Aug 11, 2013; Toronto, Ontario, CAN; Toronto Blue Jays third baseman Brett Lawrie (13) rests on second base while wearing a red jersey on Canada baseball day against the Oakland Athletics at Rogers Centre. The Athletics beat the Blue Jays 6-4. Mandatory Credit: Tom Szczerbowski-USA TODAY SportsIn scouring through the latest pieces from The Star’s Brendan Kennedy and Richard Griffin, there is are consistent items that are perpetrated throughout each piece.

1.) Alex Anthopoulos and the Blue Jays are still looking to add pitching to the 2014 team.

2.) They have no idea where that piece will come from or who it will be.

For his part, Anthopoulos continues to bounce between whether or not he is looking for that answer on the trade market or whether he’s willing to pay the outrageous fees on the free agent market. Both directions are not particularly appealing to the team, as both would involve concessions on the part of Anthopoulos and the Blue Jays.

If the Blue Jays want to sign a top tier pitcher in the open market, let’s say an Ervin Santana, Ubaldo Jimenez, or Matt Garza, or even if the team is honest in its pursuit of Japanese hurler Masahiro Tanaka, that would involve a drastic change in club philosophy in regards to long-term deals and high-dollar contracts for pitchers. Given the amount of teams waiting on these players to move (thank you Mr. Tanaka for the market delay), the competition will be swift and decided. Top dollars win, and the Blue Jays haven’t shown they are willing to hit the market with top dollars in the past.

On the other side of the coin, the trade market is equally as prohibitive.

As Mr. Griffin details, Anthopoulos has lost the art of surprise with his fellow general managers, mainly because of the way he’s dealt with them in the past. He’s spent far too much time hoarding information rather than actual dealing, putting off other teams while trying to put himself into a stronger trade position. Rather than continue to be a pawn in his moves, other GM’s are apparently shutting him out.

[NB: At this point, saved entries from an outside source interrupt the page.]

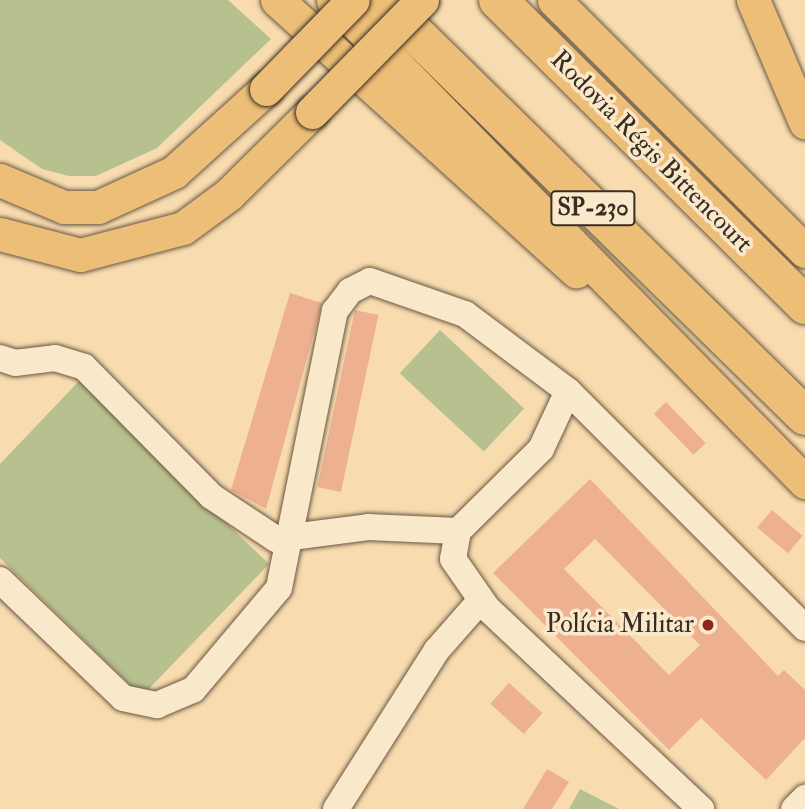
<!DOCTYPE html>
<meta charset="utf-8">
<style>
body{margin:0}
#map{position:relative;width:805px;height:809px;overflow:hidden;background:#f8dbae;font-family:"IM FELL Double Pica",serif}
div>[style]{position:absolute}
.green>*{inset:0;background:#b7c18f;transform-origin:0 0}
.building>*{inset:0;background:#edb091;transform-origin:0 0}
.roads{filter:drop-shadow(0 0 2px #695844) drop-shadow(0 0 2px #695844)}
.minor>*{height:26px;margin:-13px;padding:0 13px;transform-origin:13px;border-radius:13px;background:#fae8ca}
.major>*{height:33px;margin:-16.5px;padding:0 16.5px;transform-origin:16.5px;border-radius:16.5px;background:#ecbe77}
.highway>*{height:38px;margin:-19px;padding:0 19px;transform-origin:19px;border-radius:19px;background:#ecbe77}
.bridges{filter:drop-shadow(0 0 2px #392d21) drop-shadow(0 0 2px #392d21)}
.major-bridge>*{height:33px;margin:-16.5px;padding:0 16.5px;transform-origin:16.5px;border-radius:16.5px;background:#ecbe77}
.dots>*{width:19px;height:19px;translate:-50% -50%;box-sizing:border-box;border:4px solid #fae8ca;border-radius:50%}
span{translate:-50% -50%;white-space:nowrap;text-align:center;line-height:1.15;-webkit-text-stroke:7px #fae8ca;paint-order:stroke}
.shield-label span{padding:2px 5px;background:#fae8ca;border:2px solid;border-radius:5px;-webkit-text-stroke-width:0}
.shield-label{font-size:24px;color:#392d21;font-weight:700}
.street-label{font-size:26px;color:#392d21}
.poi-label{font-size:26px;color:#392d21}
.right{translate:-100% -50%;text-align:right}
</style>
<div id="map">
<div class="green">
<div style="clip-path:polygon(0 0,228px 0,271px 39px,157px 148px,96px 176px,69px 176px,42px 169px,0 140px)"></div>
<div style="left:440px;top:330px;width:115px;height:59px;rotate:43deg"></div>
<div style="clip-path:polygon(79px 381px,269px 564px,142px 696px,0 558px,0 464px)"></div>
<div style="clip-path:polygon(580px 789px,619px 809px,569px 809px)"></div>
</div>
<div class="building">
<div style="clip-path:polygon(290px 293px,322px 303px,266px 509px,231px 490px)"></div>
<div style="left:355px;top:310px;width:24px;height:181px;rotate:12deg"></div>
<div style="left:666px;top:402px;width:57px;height:17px;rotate:46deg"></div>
<div style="clip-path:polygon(evenodd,590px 479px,778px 676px,784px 670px,805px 690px,805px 738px,766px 780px,701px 718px,669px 750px,493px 573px,590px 479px,595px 539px,700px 645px,669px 675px,564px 569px,595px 539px)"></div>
<div style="left:772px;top:510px;width:40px;height:23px;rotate:40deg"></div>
<div style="left:509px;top:683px;width:45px;height:28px;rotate:42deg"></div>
<div style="clip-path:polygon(547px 769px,569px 782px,552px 809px,523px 809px)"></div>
</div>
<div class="roads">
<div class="minor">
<div style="left:0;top:358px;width:16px;rotate:18deg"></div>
<div style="left:15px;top:363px;width:40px;rotate:-7.1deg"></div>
<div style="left:55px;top:358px;width:30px;rotate:17deg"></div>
<div style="left:84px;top:367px;width:181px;rotate:45.4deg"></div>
<div style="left:211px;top:496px;width:78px;rotate:33.5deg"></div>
<div style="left:276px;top:539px;width:93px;rotate:-7.4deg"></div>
<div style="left:368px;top:527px;width:90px;rotate:2.5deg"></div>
<div style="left:568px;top:391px;width:64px;rotate:115deg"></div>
<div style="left:541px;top:449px;width:117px;rotate:135.3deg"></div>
<div style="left:458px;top:531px;width:28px;rotate:100deg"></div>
<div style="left:453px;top:559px;width:60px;rotate:55.2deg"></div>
<div style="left:487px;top:608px;width:294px;rotate:43.2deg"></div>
<div style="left:0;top:580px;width:170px;rotate:43.8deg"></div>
<div style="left:123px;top:698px;width:35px;rotate:12deg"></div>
<div style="left:157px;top:705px;width:39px;rotate:-23deg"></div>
<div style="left:193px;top:690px;width:133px;rotate:-49.9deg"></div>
<div style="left:279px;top:588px;width:283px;rotate:-78.6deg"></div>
<div style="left:335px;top:311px;width:25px;rotate:-53deg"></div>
<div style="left:350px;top:291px;width:22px;rotate:-27deg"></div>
<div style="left:370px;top:281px;width:101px;rotate:19.2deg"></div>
<div style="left:465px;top:314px;width:129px;rotate:36.8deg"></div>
<div style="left:568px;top:391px;width:335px;rotate:45deg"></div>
<div style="left:336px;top:809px;width:188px;rotate:-57.6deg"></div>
<div style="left:437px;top:650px;width:67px;rotate:-48.7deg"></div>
<div style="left:794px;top:809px;width:16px;rotate:-45deg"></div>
</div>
<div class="major">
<div style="left:277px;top:0;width:404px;rotate:42.2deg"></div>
<div style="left:333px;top:0;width:675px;rotate:45.6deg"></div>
<div style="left:554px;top:0;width:355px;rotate:45deg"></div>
<div style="left:753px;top:0;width:133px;rotate:66.9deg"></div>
<div style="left:0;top:180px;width:69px;rotate:22.9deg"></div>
<div style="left:64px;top:207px;width:34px"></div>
<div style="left:98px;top:207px;width:84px;rotate:-24.7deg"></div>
<div style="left:174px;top:172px;width:124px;rotate:-42.1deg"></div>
<div style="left:0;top:234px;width:83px;rotate:14.7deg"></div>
<div style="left:80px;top:255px;width:106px;rotate:-14.7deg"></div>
<div style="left:183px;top:228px;width:56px;rotate:-36.3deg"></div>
<div style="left:228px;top:195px;width:118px;rotate:-44.7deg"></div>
</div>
<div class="highway">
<div style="left:381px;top:0;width:594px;rotate:44.45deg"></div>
<div style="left:498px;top:0;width:433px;rotate:44.8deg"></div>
</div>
</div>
<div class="bridges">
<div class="major-bridge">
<div style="left:266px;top:89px;width:124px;rotate:-45.7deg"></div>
<div style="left:312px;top:112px;width:157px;rotate:-45.5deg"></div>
</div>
</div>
<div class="dots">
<div style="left:708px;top:625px;background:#8f2418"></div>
</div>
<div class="shield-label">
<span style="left:593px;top:208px">SP-230</span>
</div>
<div class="street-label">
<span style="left:651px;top:152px;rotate:45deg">Rodovia Régis Bittencourt</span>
</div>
<div class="poi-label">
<span class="right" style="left:694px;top:625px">Polícia Militar</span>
</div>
</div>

That was evident in the trade that sent Doug Fister to the Nationals for what appeared to be a pittance. The Blue Jays could have easily been major players in such a deal, and Fister would have made a remarkable addition to this rotation. However, Anthopoulos was never even considered and was caught off guard by the move, something he has rarely been on the receiving end of.

Of course, it could also be leading to the exorbitant demands that he is facing from those that are taking his calls. Theo Epstein was more than willing to listen on Jeff Samardzija, as long as any offer included BOTH Aaron Sanchez AND Marcus Stroman…to start. The same is likely true when considering David Price, Homer Bailey, or any other rumored pitcher on the trade market this winter.

Now, as the year turns away from the disappointment of 2013, we stare headlong into the uncertainty of 2014. Anthopoulos comes off as either confused or non-committal as to what to do to address his needs. He waivers from one side of the other, perhaps trying to bluff his opponents, but more likely hamstrung by the cost of doing business this winter has grown beyond his comfort zone. He is still trying to cling to the shadows despite knowing that the spotlight has been thrown upon him.

Will a move be made? Which direction will it come from? Is the window of contention even open at this point?

There is a lot of uncertainty for the Blue Jays as the calendar changes to 2014. Perhaps we will all just resolve to wait and see what happens.

Maybe the Blue Jays are just resolved to get another look at Todd Redmond, Drew Hutchison, Kyle Drabek, and Sean Nolin.